Cuando despertó, el dinosaurio todavía estaba allí. Era un hermoso día de primavera y el sol se colaba por las rendijas desde hacía bastante rato.
Por Javier Silió

Para Halicia, para Fernan mi hermano

Cuando despertó, el dinosaurio todavía estaba allí. Era un hermoso día de primavera y el sol se colaba por las rendijas desde hacía bastante rato. Aún entre sueños, miró a su alrededor mientras estiraba cada músculo de su cuerpo a placer y trataba de ponerse en situación. 

Ese allí que ahora veía no era igual que el allí de cuando se había quedado dormido. El paisaje había cambiado, las montañas estaban algo más bajas, aunque reconocibles, la vegetación era netamente distinta, y los dinosaurios de antaño no estaban a la vista. Ni los carnívoros, ni los herbívoros. 

Sí vio, en cambio, unos dinosaurios muy pequeños, como de juguete, réplicas a escala de los monstruos que había conocido, y algunos muy curiosos que andaban a rastras por el suelo, tomaban el sol en las rocas, y sacaban su lengua bífida para olisquear el aire de la media tarde. 

Vio también dinosaurios enanos que surcaban los cielos y que habían cambiado las escamas por plumas, y otros más que recorrían la tierra protegidos por pelos, que igualmente habían dejado atrás las escamas. 


Echó de menos los triceratops de cuello acorazado, y la cordillera de huesos que blindaba la espalda de los estegosaurios y les daba un aire formidable y gracioso, a la vez que los protegía de los dientes de los terópodos, tan eficaces como siniestros con aquella forma de cuchillo aserrado.

Las fauces de los terópodos eran la encarnación misma del miedo para cualquier alma sensible, y sus patas de tres dedos eran las huellas más pavorosas del mundo conocido. Con el asombro feliz de un niño descubrió que esas patas de tres dedos eran las mismas que ahora observaba en los dinosaurios emplumados que cantaban al sol de la tarde. 


Descubrió también que algunos dinosaurios peludos habían perdido buena parte del pelo y andaban erguidos como un ceratosaurio o un tiranosaurio, sólo que sin cola para equilibrarse. Y además tenían los brazos más largos, y los utilizaban para todo tipo de menesteres, sobre todo en las cuevas de ladrillo y de hormigón donde vivían y formaban grandes colonias.
 
No, definitivamente el allí de antes de despertar no era el allí de después. Aún se quedó un tiempo contemplando ese nuevo paisaje, sumido en el asombro y sin ser capaz de pensar apenas más nada. Buscó algo de comer, pues tenía el estómago completamente vacío y el hambre lo estaba llamando a gritos.

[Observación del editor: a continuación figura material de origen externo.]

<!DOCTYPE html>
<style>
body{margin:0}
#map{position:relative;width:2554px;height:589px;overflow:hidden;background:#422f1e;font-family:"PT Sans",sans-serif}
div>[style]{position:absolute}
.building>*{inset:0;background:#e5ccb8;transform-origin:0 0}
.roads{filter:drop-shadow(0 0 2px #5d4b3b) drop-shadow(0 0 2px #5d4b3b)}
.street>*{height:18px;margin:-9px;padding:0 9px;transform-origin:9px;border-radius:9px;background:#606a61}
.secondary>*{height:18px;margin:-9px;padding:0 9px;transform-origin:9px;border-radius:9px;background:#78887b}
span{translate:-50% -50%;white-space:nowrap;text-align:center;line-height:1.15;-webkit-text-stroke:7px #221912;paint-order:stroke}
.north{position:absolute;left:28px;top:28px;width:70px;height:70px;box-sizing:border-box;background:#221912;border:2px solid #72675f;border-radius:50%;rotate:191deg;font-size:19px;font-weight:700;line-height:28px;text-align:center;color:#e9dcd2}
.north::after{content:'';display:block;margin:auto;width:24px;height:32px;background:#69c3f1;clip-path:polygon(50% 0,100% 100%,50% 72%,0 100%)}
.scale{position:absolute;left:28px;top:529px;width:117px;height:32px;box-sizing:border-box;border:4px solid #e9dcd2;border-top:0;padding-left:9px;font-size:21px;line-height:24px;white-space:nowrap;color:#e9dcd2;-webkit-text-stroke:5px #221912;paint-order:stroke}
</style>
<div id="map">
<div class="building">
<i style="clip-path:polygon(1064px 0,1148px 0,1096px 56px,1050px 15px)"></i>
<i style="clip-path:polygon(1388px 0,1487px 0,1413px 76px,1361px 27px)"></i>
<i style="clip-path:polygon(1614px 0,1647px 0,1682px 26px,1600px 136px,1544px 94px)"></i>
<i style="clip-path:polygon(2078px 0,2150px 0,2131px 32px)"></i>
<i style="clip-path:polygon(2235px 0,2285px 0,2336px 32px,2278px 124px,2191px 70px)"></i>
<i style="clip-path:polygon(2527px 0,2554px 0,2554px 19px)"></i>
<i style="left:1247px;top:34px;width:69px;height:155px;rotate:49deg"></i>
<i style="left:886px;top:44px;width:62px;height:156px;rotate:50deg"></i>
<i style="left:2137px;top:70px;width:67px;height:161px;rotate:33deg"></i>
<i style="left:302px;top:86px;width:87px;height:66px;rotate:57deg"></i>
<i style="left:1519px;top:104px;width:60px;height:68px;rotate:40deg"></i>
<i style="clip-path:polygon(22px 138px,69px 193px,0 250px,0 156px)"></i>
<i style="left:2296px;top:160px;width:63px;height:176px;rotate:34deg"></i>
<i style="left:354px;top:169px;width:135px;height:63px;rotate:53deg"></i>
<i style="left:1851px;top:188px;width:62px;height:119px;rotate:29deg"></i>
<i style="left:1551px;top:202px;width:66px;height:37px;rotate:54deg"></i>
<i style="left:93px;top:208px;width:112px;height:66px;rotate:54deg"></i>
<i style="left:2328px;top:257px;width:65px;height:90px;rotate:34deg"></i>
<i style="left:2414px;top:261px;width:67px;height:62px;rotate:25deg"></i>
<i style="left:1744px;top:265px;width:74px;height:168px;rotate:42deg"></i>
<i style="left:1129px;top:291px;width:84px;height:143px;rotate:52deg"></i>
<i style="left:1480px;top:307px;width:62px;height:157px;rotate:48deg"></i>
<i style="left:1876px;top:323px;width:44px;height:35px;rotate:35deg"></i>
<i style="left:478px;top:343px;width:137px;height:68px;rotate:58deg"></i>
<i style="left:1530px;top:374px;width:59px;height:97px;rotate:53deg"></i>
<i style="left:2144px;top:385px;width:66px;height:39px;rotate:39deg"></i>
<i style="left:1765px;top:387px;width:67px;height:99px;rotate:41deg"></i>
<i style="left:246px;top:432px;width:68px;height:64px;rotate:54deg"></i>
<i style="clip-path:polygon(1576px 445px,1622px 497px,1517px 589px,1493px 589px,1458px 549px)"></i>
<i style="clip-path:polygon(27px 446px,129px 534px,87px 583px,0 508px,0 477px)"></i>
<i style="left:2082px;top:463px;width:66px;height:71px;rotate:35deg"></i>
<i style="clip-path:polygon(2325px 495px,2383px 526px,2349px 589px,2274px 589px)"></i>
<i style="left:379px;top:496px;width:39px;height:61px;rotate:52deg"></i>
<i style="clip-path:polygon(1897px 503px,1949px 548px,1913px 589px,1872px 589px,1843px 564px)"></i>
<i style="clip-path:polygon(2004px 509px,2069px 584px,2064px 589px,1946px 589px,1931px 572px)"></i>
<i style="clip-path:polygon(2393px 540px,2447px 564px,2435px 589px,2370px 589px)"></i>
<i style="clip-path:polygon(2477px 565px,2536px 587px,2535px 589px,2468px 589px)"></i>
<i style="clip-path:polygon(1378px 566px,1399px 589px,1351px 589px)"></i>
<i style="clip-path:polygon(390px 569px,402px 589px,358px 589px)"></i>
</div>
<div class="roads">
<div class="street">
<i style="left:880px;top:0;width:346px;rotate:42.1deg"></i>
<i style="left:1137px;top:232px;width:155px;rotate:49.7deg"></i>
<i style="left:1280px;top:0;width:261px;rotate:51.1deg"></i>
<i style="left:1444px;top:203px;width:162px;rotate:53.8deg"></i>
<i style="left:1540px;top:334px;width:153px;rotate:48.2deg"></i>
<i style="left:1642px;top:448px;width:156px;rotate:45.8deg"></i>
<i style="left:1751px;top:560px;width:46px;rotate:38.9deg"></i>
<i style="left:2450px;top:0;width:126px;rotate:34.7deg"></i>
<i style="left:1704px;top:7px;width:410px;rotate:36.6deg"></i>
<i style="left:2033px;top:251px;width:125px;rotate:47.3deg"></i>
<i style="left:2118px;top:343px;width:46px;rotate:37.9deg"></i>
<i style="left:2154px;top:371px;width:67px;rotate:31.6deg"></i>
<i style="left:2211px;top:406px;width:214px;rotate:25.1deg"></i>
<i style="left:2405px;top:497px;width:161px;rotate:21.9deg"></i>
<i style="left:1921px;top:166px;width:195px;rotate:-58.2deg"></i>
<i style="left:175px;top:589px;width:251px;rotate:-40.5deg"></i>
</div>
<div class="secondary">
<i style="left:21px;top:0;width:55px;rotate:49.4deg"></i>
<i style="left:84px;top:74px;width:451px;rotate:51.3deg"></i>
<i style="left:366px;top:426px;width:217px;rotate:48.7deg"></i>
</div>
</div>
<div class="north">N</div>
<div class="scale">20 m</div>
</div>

Comió todo lo que pudo, hasta saciarse y eructar de satisfacción, y al poco sintió cómo el sopor lo iba calando de nuevo. Así que buscó un lugar seguro y abrigado, lejos de la vista del hormigón armado, y juntó algunas hojas para echarse sobre mullido después de dar varias vueltas sobre sí mismo en su improvisado camastro. 


Enseguida se desvaneció su conciencia, entregada una vez más al placer del letargo, y apenas tuvo tiempo de pensar que al despertar de nuevo, dentro de un tiempo, su sorpresa bien pudiera ser mayor que nunca, quién sabe hasta qué punto, pero al menos todavía seguiría estando allí.